(Records contained in a dataset)
○ ○ ○ ○ ○

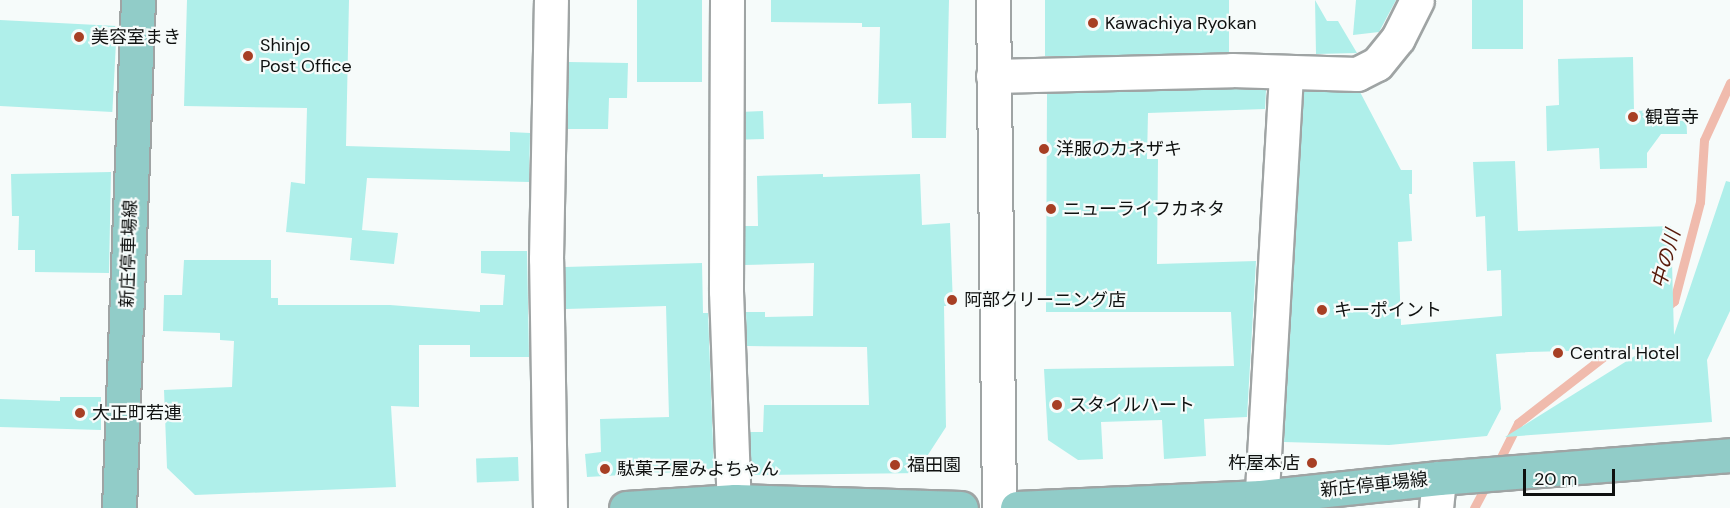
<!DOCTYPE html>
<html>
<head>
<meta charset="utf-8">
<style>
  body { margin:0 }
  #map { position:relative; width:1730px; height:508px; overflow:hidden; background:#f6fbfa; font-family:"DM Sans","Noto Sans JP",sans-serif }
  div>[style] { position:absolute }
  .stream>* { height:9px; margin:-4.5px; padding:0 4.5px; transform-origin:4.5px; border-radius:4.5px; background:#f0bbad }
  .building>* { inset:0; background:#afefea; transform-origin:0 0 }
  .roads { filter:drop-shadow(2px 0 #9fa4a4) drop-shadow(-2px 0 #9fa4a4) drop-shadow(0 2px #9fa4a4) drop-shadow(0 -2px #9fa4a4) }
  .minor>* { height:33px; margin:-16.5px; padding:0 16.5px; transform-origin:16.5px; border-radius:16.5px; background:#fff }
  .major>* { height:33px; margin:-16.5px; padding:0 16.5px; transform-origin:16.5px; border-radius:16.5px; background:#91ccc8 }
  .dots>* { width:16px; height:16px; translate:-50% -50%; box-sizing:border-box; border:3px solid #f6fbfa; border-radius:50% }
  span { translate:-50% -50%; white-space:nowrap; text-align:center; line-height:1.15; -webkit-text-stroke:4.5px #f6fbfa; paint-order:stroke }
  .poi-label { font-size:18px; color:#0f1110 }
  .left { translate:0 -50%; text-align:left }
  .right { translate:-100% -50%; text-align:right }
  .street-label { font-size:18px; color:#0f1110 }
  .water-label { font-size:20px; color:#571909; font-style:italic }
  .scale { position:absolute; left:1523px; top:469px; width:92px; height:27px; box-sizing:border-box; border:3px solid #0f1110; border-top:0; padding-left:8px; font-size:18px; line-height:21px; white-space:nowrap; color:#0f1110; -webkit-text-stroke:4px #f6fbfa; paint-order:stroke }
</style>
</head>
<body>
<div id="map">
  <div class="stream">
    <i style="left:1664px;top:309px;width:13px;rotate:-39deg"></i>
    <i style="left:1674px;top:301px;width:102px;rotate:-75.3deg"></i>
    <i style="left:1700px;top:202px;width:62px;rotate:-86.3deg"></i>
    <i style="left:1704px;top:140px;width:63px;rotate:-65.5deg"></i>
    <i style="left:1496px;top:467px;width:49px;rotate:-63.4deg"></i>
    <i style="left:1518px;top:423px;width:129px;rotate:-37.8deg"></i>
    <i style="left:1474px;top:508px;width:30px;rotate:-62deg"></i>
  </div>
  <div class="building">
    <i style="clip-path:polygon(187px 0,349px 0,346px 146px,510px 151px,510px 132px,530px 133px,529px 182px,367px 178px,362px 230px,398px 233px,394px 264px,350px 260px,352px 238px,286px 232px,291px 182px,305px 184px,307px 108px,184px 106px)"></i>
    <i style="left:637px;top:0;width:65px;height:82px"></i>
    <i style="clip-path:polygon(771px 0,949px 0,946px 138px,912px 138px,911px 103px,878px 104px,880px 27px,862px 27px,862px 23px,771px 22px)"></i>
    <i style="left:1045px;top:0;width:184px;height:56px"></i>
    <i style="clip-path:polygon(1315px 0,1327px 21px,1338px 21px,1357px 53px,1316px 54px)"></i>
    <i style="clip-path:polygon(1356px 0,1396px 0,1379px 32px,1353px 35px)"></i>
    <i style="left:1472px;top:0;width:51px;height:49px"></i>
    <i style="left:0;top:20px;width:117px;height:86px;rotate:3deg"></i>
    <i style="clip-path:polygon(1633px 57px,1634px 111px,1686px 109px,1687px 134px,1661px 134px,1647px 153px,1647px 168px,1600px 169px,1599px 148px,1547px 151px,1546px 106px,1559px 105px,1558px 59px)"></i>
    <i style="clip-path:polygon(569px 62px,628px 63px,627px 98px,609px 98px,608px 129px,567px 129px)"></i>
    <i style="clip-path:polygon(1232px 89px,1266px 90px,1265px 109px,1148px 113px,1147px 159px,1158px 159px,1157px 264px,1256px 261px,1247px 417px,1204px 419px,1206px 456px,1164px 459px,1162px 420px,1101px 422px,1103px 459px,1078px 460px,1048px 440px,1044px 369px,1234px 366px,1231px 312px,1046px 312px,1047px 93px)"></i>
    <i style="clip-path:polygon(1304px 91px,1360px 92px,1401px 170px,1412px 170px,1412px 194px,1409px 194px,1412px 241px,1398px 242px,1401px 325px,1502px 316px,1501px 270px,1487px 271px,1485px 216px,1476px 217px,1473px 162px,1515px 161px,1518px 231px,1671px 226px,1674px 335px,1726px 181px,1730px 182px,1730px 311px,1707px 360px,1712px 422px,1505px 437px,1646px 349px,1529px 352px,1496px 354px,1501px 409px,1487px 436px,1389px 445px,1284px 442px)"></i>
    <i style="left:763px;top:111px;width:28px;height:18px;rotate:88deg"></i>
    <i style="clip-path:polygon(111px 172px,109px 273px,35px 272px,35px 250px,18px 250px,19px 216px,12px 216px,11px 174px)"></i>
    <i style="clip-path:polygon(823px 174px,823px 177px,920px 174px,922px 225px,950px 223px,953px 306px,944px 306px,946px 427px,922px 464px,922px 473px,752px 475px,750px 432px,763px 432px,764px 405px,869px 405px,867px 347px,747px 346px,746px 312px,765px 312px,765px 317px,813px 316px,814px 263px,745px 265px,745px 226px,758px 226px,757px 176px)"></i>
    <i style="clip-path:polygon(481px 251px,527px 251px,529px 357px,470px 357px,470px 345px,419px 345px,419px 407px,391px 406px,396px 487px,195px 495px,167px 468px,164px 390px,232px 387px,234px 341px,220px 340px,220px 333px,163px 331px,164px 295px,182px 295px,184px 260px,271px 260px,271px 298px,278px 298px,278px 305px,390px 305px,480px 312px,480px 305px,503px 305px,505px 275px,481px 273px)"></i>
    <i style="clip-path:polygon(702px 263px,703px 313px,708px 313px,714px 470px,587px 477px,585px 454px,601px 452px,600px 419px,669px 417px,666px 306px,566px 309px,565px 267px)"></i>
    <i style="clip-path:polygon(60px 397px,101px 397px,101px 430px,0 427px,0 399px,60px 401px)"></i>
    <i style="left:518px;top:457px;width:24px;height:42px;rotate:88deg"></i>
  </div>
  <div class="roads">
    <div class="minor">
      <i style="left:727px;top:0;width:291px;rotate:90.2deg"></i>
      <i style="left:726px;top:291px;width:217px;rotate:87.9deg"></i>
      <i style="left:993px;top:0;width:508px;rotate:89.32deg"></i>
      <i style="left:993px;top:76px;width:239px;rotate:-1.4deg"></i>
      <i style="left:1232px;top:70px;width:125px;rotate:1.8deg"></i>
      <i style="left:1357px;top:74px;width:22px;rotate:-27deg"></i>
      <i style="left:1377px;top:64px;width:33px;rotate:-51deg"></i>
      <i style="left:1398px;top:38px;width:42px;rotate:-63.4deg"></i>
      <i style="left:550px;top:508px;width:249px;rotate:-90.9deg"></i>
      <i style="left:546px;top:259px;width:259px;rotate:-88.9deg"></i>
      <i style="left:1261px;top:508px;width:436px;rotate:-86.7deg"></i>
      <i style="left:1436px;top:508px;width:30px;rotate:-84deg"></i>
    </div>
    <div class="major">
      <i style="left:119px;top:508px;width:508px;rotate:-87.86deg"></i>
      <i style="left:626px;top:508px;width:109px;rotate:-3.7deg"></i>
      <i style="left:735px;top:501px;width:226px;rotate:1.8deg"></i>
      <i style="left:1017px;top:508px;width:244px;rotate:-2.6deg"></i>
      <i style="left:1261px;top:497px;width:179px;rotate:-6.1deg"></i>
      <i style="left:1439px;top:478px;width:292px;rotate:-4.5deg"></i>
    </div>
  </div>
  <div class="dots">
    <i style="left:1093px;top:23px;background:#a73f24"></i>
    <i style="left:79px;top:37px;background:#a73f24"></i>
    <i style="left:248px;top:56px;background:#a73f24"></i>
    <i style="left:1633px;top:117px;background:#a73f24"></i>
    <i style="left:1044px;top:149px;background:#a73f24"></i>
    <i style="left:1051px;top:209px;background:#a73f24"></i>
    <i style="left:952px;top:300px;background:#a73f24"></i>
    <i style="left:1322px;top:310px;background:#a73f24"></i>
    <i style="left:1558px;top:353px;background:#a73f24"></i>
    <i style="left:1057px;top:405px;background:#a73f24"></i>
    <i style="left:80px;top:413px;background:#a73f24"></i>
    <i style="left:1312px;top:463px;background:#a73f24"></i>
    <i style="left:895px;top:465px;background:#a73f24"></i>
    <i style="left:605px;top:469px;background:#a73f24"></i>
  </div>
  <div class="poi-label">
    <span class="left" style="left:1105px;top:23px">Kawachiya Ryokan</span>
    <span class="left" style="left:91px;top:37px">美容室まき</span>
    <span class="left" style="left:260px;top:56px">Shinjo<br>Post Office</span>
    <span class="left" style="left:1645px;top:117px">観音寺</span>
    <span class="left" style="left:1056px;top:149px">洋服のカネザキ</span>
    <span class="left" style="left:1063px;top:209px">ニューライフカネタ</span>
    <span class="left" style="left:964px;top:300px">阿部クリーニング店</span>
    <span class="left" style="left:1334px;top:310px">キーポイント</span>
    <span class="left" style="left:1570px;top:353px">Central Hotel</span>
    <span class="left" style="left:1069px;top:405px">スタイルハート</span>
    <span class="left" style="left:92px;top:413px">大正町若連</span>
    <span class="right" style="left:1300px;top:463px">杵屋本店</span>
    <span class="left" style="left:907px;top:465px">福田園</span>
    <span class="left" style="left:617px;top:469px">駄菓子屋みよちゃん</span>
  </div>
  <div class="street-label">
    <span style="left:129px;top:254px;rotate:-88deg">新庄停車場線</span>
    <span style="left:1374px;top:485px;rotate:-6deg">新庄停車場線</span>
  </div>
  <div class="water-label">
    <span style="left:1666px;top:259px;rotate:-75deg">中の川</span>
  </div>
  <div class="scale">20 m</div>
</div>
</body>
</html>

○ ○ ○ ○ ○

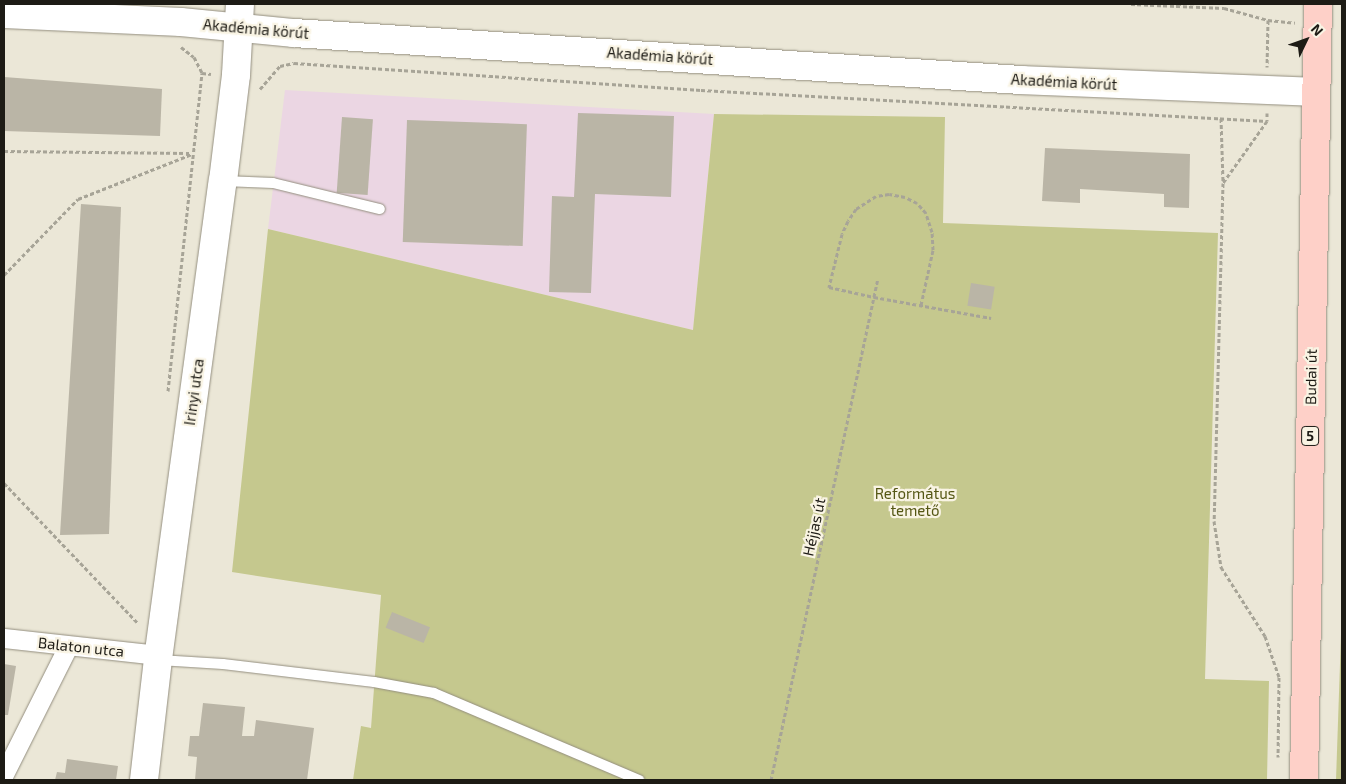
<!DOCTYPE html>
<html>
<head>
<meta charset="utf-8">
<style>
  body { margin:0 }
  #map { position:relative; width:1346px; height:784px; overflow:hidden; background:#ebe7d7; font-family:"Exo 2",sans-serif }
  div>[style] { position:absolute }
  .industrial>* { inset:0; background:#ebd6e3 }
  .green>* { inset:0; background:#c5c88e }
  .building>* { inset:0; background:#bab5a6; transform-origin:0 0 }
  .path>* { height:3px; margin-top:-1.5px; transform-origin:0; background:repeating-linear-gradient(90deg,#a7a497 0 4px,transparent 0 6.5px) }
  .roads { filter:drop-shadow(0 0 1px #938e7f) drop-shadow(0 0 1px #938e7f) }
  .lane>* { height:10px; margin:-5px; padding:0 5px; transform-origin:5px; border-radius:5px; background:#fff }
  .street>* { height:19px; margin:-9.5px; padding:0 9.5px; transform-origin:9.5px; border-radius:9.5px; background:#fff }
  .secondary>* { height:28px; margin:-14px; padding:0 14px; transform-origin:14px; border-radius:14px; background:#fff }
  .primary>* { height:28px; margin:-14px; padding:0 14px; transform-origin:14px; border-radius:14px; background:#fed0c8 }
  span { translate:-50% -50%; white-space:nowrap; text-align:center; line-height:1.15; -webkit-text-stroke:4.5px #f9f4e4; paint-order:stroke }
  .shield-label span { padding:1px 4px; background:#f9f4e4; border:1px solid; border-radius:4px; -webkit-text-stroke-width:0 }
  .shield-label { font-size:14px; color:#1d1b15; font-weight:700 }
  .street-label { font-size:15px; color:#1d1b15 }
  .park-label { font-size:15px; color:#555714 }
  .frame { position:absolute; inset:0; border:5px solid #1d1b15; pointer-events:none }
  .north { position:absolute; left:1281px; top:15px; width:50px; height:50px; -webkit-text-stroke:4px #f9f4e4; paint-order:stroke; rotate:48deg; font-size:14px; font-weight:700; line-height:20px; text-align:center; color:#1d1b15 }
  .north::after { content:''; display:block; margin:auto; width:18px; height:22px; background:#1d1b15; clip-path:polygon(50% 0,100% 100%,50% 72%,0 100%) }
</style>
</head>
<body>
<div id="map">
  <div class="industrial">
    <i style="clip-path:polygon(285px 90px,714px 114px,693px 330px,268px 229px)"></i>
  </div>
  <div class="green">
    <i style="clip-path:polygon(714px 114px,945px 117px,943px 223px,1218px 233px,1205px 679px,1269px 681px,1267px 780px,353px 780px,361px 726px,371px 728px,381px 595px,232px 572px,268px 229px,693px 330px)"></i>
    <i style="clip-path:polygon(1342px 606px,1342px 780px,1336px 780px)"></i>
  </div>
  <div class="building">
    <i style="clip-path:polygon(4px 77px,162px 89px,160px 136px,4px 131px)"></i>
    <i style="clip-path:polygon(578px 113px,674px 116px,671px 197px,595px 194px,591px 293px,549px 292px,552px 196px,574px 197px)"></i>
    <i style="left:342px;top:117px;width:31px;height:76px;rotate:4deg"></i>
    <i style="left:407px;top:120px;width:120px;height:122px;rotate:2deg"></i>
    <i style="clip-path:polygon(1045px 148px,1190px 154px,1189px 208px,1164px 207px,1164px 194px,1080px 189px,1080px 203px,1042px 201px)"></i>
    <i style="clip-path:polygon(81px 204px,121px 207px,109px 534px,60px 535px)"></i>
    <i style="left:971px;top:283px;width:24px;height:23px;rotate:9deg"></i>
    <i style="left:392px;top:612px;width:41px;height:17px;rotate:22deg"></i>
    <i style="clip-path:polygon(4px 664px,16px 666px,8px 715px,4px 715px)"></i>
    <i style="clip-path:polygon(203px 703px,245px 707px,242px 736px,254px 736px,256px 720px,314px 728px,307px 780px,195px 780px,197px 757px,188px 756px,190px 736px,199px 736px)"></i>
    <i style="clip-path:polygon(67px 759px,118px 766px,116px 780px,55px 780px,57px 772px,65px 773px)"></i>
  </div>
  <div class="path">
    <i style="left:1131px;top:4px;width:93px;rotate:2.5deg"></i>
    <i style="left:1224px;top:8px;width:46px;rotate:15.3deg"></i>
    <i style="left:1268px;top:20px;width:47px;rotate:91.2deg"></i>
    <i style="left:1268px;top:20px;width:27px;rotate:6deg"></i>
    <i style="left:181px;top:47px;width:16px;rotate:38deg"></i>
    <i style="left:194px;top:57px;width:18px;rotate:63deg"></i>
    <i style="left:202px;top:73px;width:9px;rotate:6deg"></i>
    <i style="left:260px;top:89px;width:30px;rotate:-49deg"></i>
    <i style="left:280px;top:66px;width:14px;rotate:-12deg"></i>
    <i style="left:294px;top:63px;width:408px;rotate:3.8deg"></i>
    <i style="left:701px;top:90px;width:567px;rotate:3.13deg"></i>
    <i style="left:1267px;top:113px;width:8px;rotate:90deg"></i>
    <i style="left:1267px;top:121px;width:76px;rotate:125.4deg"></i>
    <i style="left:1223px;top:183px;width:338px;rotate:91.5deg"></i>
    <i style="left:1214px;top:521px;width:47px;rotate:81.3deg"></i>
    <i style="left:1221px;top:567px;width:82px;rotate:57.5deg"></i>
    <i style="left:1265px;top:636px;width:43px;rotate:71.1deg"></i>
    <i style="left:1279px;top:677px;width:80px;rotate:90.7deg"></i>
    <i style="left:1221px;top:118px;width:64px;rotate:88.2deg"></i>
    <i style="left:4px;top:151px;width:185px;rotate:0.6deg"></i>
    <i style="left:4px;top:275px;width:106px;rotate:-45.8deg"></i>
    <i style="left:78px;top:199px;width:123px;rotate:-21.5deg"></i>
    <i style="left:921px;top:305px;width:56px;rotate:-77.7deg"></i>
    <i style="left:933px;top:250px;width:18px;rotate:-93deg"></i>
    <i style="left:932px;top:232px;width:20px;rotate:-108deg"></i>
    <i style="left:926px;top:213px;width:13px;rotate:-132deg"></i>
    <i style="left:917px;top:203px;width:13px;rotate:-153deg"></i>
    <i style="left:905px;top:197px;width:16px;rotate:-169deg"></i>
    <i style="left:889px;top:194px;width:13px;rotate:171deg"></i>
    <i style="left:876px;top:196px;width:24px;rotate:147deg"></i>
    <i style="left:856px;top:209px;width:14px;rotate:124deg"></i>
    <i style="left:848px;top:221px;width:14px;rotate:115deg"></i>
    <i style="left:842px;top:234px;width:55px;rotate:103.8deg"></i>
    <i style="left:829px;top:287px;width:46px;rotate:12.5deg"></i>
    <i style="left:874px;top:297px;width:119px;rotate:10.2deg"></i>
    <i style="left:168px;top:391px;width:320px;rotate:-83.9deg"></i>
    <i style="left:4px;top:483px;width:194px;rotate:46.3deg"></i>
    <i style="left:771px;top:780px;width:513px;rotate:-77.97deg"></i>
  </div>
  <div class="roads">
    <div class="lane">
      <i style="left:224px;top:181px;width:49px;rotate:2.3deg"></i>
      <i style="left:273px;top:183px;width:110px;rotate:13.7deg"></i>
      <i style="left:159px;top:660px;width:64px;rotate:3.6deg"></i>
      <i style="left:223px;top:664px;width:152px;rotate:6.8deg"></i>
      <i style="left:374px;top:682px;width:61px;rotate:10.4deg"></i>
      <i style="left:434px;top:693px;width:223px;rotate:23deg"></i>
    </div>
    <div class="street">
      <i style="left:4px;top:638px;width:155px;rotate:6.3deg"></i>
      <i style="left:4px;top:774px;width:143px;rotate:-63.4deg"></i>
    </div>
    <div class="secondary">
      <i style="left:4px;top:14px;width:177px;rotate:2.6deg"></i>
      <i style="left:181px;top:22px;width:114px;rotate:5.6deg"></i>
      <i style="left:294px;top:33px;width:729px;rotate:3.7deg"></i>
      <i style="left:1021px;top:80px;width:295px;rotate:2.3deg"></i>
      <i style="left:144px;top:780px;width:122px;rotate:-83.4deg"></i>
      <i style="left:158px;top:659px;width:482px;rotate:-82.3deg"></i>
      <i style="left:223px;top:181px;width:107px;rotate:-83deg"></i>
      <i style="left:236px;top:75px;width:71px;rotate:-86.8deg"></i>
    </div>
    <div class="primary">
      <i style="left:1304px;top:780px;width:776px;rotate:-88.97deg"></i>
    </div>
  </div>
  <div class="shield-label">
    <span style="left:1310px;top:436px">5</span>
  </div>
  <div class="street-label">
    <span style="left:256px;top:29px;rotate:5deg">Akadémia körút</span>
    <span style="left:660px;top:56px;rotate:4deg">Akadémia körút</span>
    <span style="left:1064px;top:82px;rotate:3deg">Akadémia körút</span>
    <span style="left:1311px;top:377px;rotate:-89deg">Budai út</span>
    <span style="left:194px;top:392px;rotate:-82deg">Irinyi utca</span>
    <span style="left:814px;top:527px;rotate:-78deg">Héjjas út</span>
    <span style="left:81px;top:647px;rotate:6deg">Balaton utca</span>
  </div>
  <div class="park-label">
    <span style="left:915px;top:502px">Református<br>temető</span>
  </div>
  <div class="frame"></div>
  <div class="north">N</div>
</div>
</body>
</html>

○ ○ ○ ○ ○

Only lines with the word "hidden" are wanted. Find and copy them from the records above.

  #map { position:relative; width:1730px; height:508px; overflow:hidden; background:#f6fbfa; font-family:"DM Sans","Noto Sans JP",sans-serif }
  #map { position:relative; width:1346px; height:784px; overflow:hidden; background:#ebe7d7; font-family:"Exo 2",sans-serif }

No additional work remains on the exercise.